-- Material provided follows --
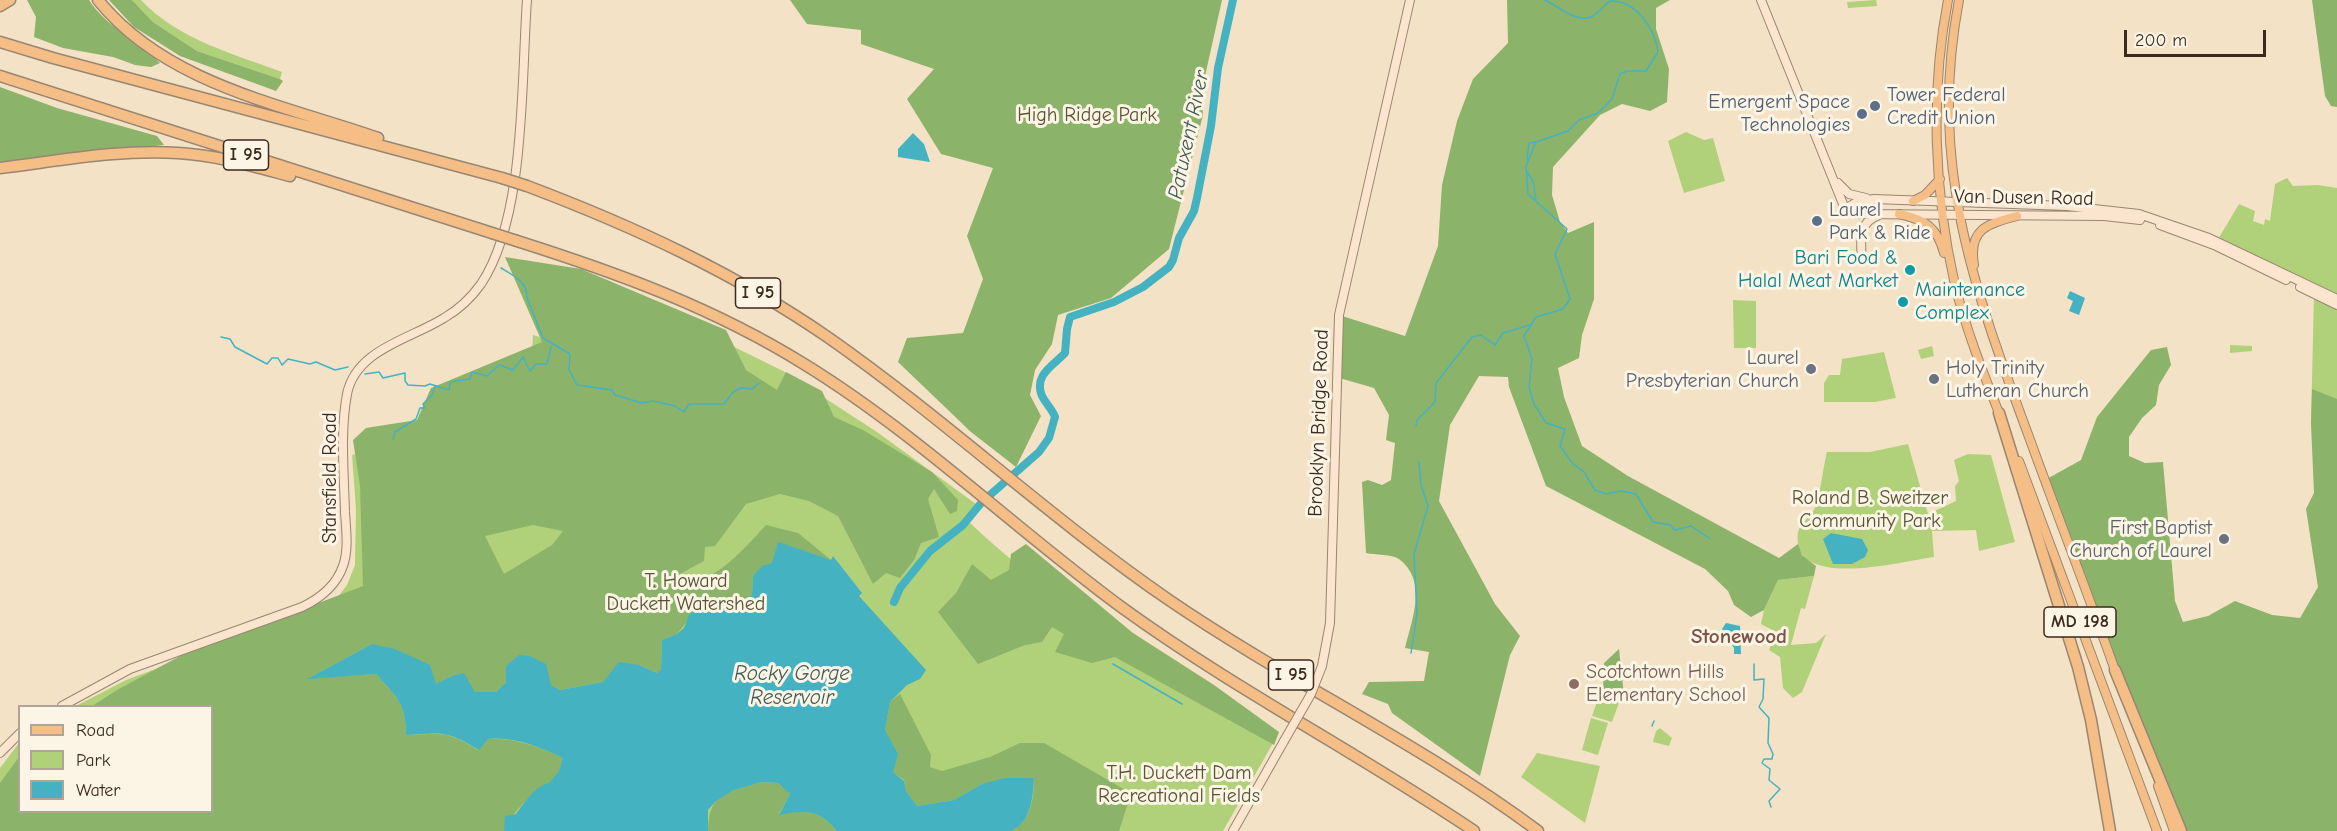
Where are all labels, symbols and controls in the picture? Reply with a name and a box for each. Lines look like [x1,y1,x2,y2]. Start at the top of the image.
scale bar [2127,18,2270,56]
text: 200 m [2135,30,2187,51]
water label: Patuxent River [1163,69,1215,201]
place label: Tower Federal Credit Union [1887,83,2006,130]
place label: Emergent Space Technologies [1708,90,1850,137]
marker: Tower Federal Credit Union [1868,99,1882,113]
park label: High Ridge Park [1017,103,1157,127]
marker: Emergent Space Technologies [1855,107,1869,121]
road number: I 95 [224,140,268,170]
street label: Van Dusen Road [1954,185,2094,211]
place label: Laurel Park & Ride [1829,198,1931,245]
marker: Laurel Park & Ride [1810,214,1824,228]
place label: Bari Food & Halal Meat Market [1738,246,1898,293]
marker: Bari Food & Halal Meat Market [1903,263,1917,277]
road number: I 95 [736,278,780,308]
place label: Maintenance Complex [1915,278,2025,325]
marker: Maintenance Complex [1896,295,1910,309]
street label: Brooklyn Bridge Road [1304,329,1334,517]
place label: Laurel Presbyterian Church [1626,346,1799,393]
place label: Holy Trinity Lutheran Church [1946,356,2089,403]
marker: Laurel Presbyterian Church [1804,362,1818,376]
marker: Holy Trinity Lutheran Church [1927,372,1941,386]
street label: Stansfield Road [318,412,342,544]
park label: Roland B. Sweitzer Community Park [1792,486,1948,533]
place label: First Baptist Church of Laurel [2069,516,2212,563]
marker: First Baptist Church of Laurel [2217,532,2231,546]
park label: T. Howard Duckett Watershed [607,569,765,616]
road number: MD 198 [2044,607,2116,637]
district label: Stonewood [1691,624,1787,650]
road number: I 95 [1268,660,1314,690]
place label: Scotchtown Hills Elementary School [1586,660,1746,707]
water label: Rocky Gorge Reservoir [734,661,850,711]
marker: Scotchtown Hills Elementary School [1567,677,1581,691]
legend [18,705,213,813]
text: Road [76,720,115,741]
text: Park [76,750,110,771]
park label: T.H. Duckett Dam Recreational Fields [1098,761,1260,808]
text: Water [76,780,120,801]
-- Material provided concluded --
- [Instructions for the task]
Scan the records above and report every line with the string "Food".

- [Reply to the task]
place label: Bari Food & Halal Meat Market [1738,246,1898,293]
marker: Bari Food & Halal Meat Market [1903,263,1917,277]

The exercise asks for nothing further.